## [WORK ITEM]
Count the lines below that contain the word "margin", and give only that number.

## [DATA FOR REVIEW]
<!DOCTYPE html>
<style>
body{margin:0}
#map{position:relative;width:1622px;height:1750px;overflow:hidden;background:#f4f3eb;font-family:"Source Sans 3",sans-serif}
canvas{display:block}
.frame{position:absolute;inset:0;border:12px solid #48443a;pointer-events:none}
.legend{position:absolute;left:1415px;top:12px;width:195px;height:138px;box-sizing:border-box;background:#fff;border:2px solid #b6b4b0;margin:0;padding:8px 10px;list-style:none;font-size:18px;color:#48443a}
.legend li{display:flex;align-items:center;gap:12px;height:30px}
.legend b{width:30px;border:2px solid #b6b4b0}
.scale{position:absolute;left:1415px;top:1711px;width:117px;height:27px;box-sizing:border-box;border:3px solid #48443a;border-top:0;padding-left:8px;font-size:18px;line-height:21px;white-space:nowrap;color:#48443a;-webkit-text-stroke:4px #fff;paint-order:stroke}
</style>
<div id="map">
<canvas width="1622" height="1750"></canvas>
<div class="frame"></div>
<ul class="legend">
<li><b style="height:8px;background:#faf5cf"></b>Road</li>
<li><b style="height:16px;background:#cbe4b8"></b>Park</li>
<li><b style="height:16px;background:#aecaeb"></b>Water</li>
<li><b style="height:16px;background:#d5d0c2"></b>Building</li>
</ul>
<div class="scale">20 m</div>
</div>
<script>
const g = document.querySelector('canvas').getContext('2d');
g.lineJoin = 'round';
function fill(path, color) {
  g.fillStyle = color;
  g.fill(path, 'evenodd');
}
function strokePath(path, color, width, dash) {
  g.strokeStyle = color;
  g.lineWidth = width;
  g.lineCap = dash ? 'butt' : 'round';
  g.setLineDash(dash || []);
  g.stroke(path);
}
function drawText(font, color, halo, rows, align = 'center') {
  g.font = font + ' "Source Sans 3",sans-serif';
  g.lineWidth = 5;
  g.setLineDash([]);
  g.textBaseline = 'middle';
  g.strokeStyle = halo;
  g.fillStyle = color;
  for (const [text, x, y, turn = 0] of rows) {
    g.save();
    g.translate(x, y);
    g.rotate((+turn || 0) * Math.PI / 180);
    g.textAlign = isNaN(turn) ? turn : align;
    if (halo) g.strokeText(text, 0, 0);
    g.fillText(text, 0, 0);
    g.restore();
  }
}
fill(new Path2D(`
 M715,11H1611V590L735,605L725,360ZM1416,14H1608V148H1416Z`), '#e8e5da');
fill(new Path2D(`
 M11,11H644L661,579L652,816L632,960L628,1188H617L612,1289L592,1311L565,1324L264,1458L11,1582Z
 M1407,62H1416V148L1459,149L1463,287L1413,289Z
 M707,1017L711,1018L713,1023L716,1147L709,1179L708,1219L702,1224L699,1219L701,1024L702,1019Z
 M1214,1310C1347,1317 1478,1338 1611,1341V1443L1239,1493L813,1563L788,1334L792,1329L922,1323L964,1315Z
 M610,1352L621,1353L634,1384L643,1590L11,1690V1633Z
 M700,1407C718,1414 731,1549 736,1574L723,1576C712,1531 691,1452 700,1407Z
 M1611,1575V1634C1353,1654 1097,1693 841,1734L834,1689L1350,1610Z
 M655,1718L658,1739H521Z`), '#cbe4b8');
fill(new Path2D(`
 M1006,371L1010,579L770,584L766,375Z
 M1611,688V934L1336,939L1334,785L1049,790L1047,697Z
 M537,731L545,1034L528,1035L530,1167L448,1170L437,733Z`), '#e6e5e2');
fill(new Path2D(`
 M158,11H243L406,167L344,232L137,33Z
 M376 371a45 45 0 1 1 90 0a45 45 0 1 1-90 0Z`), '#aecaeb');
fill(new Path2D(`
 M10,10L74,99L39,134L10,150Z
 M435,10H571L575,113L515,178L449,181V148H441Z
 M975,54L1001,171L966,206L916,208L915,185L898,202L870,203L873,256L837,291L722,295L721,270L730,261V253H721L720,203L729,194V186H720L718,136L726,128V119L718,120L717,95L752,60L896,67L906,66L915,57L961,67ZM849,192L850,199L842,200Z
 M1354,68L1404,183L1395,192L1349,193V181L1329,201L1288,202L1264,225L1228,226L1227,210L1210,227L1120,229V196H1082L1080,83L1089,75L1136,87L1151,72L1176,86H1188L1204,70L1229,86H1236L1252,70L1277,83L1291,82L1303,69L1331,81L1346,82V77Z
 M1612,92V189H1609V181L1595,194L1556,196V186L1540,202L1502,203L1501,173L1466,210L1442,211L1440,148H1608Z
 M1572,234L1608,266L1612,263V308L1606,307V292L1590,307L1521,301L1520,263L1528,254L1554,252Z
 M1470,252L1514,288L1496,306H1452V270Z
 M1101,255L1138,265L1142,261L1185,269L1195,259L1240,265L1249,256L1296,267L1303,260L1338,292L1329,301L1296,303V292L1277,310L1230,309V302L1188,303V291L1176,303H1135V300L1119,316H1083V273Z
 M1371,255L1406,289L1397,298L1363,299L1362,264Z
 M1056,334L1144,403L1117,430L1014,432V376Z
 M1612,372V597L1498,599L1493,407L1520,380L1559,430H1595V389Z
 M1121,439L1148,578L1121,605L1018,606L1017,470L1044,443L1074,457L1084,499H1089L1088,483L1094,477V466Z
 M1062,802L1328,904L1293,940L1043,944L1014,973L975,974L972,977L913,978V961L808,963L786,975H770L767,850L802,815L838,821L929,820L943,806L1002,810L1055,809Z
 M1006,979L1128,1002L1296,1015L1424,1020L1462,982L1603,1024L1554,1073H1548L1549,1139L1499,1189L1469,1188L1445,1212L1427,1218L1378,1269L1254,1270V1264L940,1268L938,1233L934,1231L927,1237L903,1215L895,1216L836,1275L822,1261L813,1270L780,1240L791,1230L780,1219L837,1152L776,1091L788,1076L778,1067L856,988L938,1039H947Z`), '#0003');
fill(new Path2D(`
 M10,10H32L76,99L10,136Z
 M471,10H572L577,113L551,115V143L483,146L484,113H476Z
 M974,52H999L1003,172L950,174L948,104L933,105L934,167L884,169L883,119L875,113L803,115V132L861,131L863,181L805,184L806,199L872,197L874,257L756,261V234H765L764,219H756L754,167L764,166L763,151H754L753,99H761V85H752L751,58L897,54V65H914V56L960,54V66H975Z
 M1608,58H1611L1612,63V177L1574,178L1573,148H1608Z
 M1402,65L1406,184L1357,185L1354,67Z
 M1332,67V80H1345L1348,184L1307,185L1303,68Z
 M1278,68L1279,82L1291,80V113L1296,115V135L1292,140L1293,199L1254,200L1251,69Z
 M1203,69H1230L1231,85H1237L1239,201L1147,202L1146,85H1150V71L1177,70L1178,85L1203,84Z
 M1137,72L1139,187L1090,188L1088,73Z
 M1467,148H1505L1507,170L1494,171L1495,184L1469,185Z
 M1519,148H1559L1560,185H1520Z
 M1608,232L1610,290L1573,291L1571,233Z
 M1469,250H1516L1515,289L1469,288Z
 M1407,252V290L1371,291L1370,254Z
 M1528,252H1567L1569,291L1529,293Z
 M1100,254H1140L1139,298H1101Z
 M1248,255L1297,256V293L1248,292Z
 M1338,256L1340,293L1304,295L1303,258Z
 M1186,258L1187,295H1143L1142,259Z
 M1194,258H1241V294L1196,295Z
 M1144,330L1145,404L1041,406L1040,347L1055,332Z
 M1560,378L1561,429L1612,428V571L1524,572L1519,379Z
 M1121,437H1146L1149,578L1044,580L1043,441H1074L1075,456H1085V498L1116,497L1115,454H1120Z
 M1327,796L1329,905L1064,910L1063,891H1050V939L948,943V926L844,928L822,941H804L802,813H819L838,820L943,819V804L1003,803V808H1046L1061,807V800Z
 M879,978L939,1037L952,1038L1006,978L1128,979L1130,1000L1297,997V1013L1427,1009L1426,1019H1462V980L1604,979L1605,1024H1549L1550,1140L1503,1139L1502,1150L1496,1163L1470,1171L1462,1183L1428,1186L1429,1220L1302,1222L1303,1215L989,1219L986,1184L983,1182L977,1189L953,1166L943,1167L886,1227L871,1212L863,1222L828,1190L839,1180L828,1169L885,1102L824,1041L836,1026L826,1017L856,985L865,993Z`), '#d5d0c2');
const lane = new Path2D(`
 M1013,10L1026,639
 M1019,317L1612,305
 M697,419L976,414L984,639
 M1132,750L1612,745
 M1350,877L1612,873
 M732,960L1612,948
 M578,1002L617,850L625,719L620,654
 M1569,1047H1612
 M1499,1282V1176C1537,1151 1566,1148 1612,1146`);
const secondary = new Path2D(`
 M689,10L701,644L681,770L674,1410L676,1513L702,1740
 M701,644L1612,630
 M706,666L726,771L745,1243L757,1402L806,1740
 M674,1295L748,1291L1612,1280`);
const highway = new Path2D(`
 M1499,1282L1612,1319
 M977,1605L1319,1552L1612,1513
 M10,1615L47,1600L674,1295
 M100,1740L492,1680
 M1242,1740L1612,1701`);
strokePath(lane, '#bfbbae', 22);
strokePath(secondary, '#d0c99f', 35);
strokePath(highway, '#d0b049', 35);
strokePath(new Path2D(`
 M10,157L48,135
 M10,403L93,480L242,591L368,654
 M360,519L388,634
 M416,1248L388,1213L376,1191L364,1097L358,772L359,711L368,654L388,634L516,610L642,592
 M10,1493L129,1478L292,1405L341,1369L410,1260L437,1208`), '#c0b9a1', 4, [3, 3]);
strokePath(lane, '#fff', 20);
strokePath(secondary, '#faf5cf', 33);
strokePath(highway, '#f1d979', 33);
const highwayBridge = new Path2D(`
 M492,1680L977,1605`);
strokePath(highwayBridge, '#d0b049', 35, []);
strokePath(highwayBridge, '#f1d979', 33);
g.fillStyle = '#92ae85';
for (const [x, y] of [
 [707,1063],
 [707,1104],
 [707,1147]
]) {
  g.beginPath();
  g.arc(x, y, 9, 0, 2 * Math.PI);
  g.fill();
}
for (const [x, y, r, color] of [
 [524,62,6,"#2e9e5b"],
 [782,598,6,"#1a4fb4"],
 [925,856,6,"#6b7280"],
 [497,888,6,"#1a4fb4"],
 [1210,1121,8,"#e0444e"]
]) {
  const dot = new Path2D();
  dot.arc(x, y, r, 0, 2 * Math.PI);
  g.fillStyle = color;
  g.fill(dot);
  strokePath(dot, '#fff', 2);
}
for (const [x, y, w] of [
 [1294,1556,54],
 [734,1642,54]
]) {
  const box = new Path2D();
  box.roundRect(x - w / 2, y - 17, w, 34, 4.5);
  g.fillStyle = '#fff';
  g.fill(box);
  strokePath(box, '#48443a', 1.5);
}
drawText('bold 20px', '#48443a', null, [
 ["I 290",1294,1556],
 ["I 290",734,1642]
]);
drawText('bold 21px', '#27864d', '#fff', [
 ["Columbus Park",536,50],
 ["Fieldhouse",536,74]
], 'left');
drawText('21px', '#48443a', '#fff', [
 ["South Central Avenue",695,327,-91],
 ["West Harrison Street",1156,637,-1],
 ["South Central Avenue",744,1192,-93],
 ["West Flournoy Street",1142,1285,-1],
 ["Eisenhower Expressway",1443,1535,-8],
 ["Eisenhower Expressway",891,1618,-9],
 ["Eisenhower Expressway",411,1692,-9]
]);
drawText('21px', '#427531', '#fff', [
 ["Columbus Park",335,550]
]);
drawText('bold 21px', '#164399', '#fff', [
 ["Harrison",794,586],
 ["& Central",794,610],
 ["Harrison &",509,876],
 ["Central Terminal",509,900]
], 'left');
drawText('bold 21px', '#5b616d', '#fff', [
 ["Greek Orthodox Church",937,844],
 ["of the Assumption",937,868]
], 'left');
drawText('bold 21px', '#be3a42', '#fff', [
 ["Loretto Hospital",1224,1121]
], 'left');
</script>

## [SOLUTION]
2